Hello my friend; thank you for getting back to me.

Absolutely. I’m trying to keep the code minimal for now

  • until I have grasped the logic
  • and I happen to KNOW that it IS set
    but, yes, production wise, this is not good enough.

OK, I get you with your slugs. I have implemented that, using a simplified version of the page title as a slug. I have also changed some of the in site links to use the new format.

My links now look like this:
www.domain.devel/service/display?slug=mes-systems

I have two issues with this:

  1. It’s not as nice as your url (/service/html-coding). I realise, currently, I need “display” which is the name of the method in my controller that handles the display of ALL services… (unless you have some magic to come…)
  2. I wouldn’t want the word “slug” in the url with all of it’s negative connotations.

But, hey. I’m with you so far. Wondering how we “still have the id” now it’s not in the url and, if we don’t, what about Tom’s comment regarding the slug needing to be unique?

Tom,

Thank you for chipping in with this. I suppose I could make that column a Primary Key which would stop any duplicates…
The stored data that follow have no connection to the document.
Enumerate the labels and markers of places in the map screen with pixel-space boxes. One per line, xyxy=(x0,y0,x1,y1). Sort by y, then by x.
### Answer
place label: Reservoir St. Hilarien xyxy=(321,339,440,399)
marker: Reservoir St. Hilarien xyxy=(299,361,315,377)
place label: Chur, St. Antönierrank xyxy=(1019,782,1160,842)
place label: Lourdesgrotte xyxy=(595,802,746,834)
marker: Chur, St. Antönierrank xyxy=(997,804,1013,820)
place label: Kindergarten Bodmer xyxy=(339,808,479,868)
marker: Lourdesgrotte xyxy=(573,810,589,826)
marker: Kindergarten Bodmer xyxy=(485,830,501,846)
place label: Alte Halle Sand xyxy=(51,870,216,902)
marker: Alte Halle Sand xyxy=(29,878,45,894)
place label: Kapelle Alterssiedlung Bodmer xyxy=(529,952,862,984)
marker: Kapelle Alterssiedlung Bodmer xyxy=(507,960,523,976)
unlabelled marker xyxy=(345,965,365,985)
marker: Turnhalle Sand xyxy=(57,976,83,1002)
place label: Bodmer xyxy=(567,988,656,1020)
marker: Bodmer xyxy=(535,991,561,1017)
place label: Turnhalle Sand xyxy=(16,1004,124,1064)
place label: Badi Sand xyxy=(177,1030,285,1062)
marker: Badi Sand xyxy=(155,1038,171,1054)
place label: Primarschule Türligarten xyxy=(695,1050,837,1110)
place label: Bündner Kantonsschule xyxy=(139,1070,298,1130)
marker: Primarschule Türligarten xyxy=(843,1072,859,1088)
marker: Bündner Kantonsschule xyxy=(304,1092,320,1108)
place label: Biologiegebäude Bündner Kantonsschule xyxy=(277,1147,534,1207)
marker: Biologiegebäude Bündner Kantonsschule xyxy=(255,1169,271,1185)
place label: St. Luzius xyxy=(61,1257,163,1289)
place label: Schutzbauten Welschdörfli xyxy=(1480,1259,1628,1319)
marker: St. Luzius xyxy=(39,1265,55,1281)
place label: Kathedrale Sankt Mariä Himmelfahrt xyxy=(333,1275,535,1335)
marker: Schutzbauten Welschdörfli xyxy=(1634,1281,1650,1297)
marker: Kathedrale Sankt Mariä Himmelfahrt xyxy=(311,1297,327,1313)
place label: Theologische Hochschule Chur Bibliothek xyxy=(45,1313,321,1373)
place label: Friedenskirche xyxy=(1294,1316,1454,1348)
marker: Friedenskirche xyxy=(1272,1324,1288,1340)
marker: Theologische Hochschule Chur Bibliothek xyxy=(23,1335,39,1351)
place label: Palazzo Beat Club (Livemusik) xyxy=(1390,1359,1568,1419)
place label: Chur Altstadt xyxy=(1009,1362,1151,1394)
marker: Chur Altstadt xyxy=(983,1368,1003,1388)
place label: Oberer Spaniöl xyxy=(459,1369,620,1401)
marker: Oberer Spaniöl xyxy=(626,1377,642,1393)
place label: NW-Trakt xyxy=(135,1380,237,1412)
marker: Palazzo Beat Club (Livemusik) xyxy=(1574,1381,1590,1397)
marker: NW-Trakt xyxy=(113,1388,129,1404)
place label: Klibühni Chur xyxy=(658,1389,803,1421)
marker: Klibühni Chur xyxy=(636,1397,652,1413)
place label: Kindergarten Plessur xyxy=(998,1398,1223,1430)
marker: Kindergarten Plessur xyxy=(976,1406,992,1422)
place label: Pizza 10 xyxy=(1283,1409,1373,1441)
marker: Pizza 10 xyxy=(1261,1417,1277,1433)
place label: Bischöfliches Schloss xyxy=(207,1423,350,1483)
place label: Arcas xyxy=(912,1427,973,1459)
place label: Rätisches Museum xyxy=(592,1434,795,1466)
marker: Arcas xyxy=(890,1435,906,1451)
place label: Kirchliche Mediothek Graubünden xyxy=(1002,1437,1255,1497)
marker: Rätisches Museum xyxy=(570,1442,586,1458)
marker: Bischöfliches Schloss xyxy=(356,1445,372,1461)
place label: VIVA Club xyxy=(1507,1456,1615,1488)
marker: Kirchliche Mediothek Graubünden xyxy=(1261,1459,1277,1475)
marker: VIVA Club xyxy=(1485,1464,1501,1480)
As I said in the other thread, you’ll need some additional logic if you want to remove the query string entirely.

Instead of using $_GET, split $_SERVER['REQUEST_URI'] on / and decide what to do with each part so you split /foo/bar/baz into an array with 3 entries, then add some logic to determine what to do with the URL. A simple approach is that [0] is the controller name, [1] is the function name in the controller, and the rest of the entries in the array are arguments passed to the function.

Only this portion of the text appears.